Please restate, word for word, the lines below that begin at the one with "Input: one rendered map. What" and end at the one with "Map reading. Give". Leave out all other lines.
== Segment start ==
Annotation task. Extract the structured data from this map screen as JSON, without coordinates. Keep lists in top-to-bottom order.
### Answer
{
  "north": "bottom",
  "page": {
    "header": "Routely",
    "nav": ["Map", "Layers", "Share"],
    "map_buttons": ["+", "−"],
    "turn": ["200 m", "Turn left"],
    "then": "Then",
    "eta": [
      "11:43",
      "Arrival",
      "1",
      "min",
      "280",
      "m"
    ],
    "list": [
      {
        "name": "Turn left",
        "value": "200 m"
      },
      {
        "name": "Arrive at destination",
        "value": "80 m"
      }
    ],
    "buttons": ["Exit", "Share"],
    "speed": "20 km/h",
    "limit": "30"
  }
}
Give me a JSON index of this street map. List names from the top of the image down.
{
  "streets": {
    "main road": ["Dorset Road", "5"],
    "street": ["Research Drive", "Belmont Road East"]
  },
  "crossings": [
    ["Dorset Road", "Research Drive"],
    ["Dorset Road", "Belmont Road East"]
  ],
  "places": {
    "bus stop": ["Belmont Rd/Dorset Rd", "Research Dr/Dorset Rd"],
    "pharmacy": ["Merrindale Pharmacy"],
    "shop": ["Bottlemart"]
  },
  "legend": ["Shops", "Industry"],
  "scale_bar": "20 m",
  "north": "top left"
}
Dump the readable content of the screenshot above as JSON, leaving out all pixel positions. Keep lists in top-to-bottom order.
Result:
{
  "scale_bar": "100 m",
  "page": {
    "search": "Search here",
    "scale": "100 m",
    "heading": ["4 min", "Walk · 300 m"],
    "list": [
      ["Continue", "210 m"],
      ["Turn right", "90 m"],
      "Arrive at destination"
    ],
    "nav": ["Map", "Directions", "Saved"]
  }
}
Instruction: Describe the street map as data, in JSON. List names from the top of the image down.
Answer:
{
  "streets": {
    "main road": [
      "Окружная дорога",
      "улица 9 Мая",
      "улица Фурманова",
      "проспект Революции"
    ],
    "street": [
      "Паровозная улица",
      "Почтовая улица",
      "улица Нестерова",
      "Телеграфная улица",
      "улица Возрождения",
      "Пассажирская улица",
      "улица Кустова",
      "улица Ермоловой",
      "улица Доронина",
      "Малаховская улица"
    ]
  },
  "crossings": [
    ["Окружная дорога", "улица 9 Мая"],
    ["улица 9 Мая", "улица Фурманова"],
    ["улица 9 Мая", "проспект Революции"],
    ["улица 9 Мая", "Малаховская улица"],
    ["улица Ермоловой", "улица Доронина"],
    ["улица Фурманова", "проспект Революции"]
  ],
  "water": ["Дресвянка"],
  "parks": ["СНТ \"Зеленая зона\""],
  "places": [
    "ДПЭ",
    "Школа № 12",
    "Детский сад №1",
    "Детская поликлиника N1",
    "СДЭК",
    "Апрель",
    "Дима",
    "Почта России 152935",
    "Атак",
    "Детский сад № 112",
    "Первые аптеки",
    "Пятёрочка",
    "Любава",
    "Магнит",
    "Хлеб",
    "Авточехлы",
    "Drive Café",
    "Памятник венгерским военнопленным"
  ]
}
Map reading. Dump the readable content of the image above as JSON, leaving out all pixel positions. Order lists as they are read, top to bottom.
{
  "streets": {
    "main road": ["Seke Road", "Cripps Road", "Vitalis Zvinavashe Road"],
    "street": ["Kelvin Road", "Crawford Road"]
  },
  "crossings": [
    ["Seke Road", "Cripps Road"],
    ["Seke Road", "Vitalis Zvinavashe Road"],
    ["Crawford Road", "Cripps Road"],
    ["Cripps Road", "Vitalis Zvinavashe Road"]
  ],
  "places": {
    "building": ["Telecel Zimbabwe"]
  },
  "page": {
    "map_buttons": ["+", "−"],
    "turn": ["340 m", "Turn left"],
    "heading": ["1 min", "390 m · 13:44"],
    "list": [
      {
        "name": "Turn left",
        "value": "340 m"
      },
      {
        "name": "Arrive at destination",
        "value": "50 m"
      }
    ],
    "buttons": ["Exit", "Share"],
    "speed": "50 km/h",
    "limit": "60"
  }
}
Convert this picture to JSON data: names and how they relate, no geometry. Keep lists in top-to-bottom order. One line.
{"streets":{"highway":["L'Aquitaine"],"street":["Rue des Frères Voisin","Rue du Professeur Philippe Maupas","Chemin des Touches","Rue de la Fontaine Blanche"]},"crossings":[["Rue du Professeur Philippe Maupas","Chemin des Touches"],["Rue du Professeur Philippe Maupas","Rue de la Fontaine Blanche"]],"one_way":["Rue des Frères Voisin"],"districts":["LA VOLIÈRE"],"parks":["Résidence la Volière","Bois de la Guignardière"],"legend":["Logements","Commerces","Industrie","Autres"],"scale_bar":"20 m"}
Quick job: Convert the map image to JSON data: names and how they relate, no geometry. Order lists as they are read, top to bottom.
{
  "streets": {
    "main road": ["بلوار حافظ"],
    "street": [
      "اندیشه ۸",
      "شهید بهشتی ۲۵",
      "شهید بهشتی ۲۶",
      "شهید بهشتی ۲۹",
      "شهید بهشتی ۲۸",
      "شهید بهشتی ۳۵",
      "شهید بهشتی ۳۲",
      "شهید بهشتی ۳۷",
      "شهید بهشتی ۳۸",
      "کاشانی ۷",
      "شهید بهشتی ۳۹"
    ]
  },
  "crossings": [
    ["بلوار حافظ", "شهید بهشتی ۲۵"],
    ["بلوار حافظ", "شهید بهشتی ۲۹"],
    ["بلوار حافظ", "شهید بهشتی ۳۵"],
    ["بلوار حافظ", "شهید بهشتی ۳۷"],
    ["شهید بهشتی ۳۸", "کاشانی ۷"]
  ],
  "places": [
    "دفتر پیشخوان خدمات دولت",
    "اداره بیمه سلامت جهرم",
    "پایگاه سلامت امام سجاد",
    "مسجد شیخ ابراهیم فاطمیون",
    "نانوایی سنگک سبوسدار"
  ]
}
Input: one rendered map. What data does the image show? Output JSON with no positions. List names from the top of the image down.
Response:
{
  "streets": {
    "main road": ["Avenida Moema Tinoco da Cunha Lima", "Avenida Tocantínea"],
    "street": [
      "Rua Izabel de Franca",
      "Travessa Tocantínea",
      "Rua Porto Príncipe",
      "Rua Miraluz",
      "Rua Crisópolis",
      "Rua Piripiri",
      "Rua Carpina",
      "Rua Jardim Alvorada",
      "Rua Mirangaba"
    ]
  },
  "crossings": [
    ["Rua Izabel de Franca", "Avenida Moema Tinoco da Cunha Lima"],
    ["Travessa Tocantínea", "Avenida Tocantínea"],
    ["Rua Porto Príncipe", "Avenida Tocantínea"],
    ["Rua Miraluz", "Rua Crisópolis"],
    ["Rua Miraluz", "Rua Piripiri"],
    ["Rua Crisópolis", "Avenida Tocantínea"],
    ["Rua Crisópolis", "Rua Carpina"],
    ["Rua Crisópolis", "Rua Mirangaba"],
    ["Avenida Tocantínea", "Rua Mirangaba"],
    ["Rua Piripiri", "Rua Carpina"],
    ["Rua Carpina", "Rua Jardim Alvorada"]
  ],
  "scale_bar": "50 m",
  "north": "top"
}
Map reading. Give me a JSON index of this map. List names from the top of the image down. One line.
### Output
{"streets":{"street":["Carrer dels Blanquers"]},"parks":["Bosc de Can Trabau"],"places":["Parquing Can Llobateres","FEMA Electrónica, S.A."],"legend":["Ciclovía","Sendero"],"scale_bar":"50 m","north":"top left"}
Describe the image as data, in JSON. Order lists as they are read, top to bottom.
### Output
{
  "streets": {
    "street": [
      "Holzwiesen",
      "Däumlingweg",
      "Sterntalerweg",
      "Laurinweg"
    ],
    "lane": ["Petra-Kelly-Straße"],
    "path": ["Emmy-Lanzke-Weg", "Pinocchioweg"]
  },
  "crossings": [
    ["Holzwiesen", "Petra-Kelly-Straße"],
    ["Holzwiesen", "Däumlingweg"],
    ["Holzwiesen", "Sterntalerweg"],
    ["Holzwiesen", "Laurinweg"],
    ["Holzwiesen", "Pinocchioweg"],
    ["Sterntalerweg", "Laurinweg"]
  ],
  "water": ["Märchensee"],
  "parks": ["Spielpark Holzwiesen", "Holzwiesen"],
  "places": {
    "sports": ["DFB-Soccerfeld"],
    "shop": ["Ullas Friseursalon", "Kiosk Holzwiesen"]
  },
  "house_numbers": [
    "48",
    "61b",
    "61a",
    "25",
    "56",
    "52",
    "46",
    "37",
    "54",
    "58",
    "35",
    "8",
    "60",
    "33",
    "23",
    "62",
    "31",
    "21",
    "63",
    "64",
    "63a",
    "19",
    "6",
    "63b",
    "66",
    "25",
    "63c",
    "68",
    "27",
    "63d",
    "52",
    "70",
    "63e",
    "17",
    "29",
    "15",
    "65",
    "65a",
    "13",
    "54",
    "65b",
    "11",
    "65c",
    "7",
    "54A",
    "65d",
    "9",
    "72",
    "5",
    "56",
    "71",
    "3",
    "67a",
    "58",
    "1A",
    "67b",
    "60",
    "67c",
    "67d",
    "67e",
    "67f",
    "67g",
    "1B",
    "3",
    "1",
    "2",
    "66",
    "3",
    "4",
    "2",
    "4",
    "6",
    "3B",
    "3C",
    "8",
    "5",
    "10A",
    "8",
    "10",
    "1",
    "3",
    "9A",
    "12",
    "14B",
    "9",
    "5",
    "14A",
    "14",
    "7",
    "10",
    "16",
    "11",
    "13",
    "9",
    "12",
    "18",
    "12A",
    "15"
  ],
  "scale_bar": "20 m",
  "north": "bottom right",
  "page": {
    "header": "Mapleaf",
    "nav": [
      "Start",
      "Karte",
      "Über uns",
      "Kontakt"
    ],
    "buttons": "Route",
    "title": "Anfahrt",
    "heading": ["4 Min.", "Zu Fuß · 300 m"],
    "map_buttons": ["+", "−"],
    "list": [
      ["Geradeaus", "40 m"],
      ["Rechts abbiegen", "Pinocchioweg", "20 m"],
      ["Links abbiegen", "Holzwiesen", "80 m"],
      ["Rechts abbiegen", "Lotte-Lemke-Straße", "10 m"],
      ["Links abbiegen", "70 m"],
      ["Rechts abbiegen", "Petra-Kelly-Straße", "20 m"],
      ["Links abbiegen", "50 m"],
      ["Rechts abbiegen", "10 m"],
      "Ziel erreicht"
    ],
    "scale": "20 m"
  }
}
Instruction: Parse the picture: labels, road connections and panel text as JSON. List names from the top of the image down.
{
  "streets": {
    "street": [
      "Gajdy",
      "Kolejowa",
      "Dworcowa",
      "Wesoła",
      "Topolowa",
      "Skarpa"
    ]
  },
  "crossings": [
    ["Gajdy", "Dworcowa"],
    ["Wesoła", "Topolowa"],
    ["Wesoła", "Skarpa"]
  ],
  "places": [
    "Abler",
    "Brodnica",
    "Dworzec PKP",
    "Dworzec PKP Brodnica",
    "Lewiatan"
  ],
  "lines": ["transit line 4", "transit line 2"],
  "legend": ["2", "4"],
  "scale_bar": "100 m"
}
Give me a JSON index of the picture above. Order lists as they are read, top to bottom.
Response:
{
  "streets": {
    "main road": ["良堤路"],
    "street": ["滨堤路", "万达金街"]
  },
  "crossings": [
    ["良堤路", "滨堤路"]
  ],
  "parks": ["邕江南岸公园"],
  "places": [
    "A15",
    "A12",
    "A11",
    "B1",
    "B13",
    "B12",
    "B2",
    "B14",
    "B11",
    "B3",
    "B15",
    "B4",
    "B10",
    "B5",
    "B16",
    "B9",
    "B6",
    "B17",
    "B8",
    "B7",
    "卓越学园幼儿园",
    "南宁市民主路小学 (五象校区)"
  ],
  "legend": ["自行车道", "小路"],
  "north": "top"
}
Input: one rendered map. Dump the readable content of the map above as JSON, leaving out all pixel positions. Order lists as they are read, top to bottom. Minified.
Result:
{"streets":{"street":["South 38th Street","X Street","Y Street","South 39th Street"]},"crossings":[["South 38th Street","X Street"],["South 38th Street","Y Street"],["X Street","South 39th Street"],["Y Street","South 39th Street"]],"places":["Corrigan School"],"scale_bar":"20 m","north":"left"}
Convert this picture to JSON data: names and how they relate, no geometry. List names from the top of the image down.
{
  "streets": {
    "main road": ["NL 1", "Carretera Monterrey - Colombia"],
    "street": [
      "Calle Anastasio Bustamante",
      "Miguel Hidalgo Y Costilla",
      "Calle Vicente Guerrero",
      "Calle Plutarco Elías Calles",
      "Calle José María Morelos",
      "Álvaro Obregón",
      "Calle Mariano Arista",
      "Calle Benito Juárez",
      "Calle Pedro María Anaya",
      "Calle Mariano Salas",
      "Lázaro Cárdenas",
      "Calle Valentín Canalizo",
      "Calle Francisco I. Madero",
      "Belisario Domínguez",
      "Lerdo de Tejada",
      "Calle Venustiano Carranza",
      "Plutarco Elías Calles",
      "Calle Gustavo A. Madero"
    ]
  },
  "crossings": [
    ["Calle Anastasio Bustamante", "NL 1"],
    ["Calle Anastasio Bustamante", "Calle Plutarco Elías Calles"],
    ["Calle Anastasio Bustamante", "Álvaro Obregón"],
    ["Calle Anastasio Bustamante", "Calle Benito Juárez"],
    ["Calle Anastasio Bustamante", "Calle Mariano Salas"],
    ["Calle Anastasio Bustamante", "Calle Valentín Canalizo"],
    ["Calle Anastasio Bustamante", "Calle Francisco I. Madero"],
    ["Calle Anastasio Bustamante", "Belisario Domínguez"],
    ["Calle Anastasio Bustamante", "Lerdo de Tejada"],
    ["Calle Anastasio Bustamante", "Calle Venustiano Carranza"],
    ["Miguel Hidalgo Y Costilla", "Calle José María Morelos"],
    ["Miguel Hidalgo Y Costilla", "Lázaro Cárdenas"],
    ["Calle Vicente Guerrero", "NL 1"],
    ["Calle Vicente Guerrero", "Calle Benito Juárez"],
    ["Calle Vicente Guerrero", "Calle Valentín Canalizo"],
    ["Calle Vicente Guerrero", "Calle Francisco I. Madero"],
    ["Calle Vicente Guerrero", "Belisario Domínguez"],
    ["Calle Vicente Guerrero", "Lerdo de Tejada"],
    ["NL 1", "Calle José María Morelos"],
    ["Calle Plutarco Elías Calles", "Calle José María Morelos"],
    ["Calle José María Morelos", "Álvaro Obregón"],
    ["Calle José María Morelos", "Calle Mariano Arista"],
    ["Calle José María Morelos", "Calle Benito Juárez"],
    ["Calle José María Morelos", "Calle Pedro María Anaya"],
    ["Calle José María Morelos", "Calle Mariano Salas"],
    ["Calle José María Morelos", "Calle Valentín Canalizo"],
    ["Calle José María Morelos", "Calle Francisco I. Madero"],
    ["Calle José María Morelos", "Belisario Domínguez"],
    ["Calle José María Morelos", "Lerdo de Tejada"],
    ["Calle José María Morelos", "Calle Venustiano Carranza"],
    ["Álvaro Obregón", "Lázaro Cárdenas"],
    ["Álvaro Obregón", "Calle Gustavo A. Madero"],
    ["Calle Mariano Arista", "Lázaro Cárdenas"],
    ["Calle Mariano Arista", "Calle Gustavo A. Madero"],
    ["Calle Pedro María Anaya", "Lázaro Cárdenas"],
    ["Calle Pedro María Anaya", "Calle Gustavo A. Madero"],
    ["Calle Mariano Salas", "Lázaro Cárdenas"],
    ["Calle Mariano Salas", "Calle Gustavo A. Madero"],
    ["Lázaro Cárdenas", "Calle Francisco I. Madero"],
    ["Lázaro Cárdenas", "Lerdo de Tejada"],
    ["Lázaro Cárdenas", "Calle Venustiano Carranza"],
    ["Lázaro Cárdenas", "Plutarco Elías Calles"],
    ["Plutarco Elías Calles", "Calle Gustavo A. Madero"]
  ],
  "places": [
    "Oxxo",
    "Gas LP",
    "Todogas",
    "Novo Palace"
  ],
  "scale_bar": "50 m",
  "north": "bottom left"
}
== Segment end ==
■ **Your solution**:
Input: one rendered map. What data does the image show? Output JSON with no positions. List names from the top of the image down.
Response:
{
  "streets": {
    "main road": ["Avenida Moema Tinoco da Cunha Lima", "Avenida Tocantínea"],
    "street": [
      "Rua Izabel de Franca",
      "Travessa Tocantínea",
      "Rua Porto Príncipe",
      "Rua Miraluz",
      "Rua Crisópolis",
      "Rua Piripiri",
      "Rua Carpina",
      "Rua Jardim Alvorada",
      "Rua Mirangaba"
    ]
  },
  "crossings": [
    ["Rua Izabel de Franca", "Avenida Moema Tinoco da Cunha Lima"],
    ["Travessa Tocantínea", "Avenida Tocantínea"],
    ["Rua Porto Príncipe", "Avenida Tocantínea"],
    ["Rua Miraluz", "Rua Crisópolis"],
    ["Rua Miraluz", "Rua Piripiri"],
    ["Rua Crisópolis", "Avenida Tocantínea"],
    ["Rua Crisópolis", "Rua Carpina"],
    ["Rua Crisópolis", "Rua Mirangaba"],
    ["Avenida Tocantínea", "Rua Mirangaba"],
    ["Rua Piripiri", "Rua Carpina"],
    ["Rua Carpina", "Rua Jardim Alvorada"]
  ],
  "scale_bar": "50 m",
  "north": "top"
}
Map reading. Give me a JSON index of this map. List names from the top of the image down. One line.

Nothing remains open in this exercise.